We didn't build btrfs-progs 6.3 in Fedora so it could be a regression in 6.3 or 6.3.1.

sharkcz commented 1 year ago

I am going to bisect it, easily reproduced with make test on a s390x machine. Unless someone beats me being faster :-)

sharkcz commented 1 year ago

looks to me 6.3 is OK

sharkcz commented 1 year ago

c979ffd7872257beeae9ddc930f2be2423597e07 is the first bad commit and 164bc10dfc08d8754d23ef0d6d7281e139d6cd53 is the last good

sharkcz commented 1 year ago

If access to a s390x system is needed, please let me know, I can arrange that.

adam900710 commented 1 year ago

Mind to give me the access to an s390x system? You can contact me through wqu@suse.com.

adam900710 commented 1 year ago

Great thanks to @sharkcz for the s390x machine.

The direct cause is pretty straightforward, by somehow preprocessor didn't define __BIG_ENDIAN__, so we got incorrect keys and screws up everything.
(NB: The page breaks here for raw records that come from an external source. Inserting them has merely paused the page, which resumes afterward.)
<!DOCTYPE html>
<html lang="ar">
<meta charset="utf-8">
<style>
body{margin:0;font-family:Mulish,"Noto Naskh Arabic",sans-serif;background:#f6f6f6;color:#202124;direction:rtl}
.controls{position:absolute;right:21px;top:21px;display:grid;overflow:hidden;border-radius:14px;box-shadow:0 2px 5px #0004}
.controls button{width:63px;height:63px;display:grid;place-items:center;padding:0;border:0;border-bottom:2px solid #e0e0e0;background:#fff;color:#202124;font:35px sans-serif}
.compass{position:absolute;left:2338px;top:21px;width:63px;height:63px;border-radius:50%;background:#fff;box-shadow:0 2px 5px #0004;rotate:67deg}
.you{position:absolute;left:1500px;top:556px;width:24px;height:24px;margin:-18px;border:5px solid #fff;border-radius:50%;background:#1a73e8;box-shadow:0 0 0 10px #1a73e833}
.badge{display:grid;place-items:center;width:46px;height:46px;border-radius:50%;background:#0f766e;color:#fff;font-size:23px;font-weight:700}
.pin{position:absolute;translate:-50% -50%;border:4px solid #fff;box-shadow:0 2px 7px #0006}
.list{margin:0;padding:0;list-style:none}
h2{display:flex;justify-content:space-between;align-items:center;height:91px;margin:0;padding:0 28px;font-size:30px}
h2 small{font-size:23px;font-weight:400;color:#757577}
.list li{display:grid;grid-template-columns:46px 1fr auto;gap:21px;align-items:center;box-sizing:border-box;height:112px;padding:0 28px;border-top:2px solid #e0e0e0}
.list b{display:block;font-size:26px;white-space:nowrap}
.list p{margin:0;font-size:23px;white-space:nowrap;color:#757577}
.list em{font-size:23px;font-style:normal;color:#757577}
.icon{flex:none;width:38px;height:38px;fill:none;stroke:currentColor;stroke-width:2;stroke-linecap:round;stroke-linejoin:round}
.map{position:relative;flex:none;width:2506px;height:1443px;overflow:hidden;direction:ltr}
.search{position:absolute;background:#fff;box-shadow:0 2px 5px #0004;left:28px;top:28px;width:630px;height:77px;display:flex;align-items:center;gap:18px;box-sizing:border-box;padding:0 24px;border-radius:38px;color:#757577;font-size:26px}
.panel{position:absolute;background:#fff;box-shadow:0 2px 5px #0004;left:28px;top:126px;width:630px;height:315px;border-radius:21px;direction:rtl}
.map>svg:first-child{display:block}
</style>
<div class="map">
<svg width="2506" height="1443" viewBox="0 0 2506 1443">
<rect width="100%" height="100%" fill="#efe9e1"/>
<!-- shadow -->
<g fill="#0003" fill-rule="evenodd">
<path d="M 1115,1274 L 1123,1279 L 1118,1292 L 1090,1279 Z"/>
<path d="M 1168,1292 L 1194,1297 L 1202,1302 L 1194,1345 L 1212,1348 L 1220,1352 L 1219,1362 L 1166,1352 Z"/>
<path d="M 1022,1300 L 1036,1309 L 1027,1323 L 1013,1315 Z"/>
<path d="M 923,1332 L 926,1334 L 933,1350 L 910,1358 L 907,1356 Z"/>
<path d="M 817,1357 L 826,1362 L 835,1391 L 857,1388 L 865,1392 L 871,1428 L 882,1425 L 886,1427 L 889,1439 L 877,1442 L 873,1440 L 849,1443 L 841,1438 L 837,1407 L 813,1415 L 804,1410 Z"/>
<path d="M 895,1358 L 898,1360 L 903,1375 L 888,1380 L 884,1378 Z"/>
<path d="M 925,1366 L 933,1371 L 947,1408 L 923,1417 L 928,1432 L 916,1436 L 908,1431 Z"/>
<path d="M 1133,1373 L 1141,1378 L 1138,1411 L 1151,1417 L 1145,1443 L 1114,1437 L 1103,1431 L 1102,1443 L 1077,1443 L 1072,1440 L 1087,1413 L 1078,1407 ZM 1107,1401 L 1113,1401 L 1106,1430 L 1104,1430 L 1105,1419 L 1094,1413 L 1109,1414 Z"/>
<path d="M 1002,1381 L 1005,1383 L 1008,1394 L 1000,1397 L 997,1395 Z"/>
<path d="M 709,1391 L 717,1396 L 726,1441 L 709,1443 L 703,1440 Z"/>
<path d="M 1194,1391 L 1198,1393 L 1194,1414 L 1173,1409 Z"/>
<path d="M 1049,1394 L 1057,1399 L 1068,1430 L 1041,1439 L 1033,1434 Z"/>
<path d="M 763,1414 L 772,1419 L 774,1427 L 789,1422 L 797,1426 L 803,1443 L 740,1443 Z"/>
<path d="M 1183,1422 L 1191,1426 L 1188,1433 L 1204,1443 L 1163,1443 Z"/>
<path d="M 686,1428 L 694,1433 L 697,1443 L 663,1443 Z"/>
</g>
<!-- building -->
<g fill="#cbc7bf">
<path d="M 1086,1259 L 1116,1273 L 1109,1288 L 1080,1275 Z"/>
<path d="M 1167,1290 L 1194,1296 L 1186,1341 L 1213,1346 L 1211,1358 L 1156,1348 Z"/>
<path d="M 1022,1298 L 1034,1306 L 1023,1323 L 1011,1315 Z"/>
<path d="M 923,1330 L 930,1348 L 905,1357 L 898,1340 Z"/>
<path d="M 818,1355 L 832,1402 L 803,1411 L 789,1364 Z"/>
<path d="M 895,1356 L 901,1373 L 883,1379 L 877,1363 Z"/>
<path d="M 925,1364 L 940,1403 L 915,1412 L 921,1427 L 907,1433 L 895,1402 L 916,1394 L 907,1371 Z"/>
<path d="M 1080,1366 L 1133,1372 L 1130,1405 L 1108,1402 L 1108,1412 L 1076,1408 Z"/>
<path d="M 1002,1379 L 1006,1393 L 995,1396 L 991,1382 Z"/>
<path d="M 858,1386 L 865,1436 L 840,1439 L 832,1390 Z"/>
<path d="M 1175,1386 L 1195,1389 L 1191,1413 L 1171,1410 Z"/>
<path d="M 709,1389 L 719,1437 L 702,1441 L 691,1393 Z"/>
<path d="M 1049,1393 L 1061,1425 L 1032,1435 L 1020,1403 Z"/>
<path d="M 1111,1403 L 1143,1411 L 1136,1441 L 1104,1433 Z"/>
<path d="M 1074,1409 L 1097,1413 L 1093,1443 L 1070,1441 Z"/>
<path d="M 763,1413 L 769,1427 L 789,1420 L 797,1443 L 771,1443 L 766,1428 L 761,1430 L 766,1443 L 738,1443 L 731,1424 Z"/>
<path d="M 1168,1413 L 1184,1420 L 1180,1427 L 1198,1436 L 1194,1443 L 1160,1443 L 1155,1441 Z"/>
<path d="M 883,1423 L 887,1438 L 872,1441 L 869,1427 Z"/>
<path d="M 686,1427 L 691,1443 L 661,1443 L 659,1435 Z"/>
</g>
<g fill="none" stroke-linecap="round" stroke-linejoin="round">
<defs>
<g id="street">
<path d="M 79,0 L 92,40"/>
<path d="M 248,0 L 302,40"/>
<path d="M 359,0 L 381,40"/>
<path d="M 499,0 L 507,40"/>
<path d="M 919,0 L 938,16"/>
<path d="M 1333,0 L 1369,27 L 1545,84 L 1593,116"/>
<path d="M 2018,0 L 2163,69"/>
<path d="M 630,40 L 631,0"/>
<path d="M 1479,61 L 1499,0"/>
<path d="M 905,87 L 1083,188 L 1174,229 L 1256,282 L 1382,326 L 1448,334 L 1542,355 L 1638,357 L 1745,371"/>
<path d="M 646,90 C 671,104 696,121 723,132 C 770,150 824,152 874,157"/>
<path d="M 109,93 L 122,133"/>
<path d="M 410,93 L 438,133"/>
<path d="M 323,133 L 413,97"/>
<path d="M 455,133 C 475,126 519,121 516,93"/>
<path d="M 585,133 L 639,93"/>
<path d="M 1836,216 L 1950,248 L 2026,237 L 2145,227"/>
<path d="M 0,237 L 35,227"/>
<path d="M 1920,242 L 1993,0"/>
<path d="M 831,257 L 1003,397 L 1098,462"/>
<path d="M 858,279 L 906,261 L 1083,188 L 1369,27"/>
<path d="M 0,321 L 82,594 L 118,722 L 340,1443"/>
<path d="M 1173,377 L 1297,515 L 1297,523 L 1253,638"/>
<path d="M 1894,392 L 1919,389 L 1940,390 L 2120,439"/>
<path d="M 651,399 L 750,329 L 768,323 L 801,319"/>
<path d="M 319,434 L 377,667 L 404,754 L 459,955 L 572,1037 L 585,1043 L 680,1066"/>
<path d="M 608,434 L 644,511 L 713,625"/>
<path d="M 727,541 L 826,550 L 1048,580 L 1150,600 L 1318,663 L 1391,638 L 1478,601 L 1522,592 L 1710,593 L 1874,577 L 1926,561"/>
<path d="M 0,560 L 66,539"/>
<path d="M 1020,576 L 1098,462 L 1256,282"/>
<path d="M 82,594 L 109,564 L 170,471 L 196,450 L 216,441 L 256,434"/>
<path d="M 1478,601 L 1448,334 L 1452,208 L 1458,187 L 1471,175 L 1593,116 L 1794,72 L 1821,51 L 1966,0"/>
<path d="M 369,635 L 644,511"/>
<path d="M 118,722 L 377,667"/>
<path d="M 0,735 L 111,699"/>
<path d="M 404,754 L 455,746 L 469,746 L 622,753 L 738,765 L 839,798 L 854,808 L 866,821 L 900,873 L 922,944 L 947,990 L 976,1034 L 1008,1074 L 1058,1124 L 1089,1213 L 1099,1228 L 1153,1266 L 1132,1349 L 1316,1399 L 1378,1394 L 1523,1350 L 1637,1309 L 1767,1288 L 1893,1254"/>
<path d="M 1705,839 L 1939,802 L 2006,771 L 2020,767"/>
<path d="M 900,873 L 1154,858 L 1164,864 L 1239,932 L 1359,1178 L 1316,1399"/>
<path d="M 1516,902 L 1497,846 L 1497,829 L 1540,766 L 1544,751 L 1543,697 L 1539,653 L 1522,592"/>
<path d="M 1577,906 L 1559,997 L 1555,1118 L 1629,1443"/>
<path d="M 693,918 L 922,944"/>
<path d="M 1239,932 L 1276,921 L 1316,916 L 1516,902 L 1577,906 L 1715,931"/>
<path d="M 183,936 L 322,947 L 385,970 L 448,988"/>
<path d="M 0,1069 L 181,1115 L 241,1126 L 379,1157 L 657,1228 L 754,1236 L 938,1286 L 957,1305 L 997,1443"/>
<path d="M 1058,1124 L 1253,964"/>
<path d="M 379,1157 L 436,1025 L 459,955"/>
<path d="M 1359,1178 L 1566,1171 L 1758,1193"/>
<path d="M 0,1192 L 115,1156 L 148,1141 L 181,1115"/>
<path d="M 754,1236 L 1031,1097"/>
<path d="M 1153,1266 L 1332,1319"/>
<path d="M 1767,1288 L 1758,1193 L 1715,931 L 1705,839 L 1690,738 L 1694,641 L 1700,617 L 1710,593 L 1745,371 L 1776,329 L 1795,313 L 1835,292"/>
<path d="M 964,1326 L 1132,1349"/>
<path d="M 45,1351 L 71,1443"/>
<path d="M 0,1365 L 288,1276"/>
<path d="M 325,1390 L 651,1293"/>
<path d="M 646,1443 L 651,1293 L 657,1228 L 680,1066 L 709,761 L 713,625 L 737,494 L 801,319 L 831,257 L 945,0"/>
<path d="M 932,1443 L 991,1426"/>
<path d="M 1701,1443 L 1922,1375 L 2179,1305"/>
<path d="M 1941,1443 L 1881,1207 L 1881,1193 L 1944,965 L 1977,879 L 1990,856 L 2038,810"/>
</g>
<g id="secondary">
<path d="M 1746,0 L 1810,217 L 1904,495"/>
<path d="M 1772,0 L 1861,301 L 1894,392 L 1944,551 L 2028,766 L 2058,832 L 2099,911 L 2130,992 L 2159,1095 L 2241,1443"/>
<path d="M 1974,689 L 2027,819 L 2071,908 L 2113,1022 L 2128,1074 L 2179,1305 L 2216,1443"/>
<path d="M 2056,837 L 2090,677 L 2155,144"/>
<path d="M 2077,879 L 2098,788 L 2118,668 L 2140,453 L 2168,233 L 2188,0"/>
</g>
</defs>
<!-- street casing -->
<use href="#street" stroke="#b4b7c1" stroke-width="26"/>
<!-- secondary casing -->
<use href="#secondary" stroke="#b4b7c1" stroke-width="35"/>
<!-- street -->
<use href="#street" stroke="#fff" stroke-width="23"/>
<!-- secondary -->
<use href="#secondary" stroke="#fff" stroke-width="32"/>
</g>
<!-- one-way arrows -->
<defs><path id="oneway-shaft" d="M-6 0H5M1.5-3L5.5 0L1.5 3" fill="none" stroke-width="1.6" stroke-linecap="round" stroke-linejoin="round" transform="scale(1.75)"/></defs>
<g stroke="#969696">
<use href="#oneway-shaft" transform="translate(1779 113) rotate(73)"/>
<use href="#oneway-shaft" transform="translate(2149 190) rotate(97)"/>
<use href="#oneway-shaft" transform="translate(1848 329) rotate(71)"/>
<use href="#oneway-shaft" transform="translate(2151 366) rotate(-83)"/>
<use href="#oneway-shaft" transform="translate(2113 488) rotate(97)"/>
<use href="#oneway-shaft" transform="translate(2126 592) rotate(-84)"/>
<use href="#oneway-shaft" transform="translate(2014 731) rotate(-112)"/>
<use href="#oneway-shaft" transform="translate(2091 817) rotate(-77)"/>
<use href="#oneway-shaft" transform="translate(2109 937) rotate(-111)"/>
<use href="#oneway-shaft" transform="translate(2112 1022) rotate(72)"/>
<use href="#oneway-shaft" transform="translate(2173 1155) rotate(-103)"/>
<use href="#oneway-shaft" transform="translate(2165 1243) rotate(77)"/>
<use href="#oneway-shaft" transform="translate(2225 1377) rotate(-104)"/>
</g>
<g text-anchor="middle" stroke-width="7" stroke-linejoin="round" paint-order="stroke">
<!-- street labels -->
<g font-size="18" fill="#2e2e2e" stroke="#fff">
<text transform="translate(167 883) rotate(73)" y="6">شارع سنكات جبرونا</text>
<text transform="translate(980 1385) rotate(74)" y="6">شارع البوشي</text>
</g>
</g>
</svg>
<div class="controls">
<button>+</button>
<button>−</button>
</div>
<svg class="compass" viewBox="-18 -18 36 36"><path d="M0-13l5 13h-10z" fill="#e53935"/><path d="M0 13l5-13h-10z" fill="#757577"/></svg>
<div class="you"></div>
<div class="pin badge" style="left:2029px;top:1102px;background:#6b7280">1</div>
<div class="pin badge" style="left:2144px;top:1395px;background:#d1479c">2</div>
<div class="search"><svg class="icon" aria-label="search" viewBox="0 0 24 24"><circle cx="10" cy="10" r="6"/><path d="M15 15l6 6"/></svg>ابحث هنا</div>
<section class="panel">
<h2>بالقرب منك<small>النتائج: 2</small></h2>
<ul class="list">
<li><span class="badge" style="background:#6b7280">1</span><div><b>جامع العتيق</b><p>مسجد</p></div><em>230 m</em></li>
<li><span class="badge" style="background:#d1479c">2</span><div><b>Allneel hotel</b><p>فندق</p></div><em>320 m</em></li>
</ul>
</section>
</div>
Still looking into what's the proper macro to use to determine the endian.

sharkcz commented 1 year ago

You might use AC_C_BIGENDIAN if autotools are being used or rely on the compiler and __BYTE_ORDER__ being __ORDER_LITTLE_ENDIAN__ or __ORDER_BIG_ENDIAN__. There are some guides online about the right detection procedures.

adam900710 commented 1 year ago

I found <bits/endian.h> from glibc providing all the endianness checks, thus I would go __BYTE_ORDER checks against __LITTLE_ENDIAN to send the proper fix.

The synced accessor.h is using the kernel endianness check, which doesn't work with user space headers.

sharkcz commented 1 year ago

There is already an endianness check in https://github.com/kdave/btrfs-progs/blob/master/configure.ac#L45, so I would probably go with it, see eg. https://github.com/chrislim2888/IP2Location-C-Library/pull/58/files for usage. Rather than introducing another dependency and method ...

kdave commented 1 year ago

The header is the copy from kernel so we need to use a check that's compatible on the source level, so the autoconf WORD_BIGENDIAN is not suitable here.

kdave commented 1 year ago

kerncompat.h or kernel-lib/bitops.h use bitops.h:#if __BYTE_ORDER == __BIG_ENDIAN

kdave commented 1 year ago

Qu's fix applied to devel.

sharkcz commented 1 year ago

The header is the copy from kernel so we need to use a check that's compatible on the source level, so the autoconf WORD_BIGENDIAN is not suitable here.

yes, it makes sense, thanks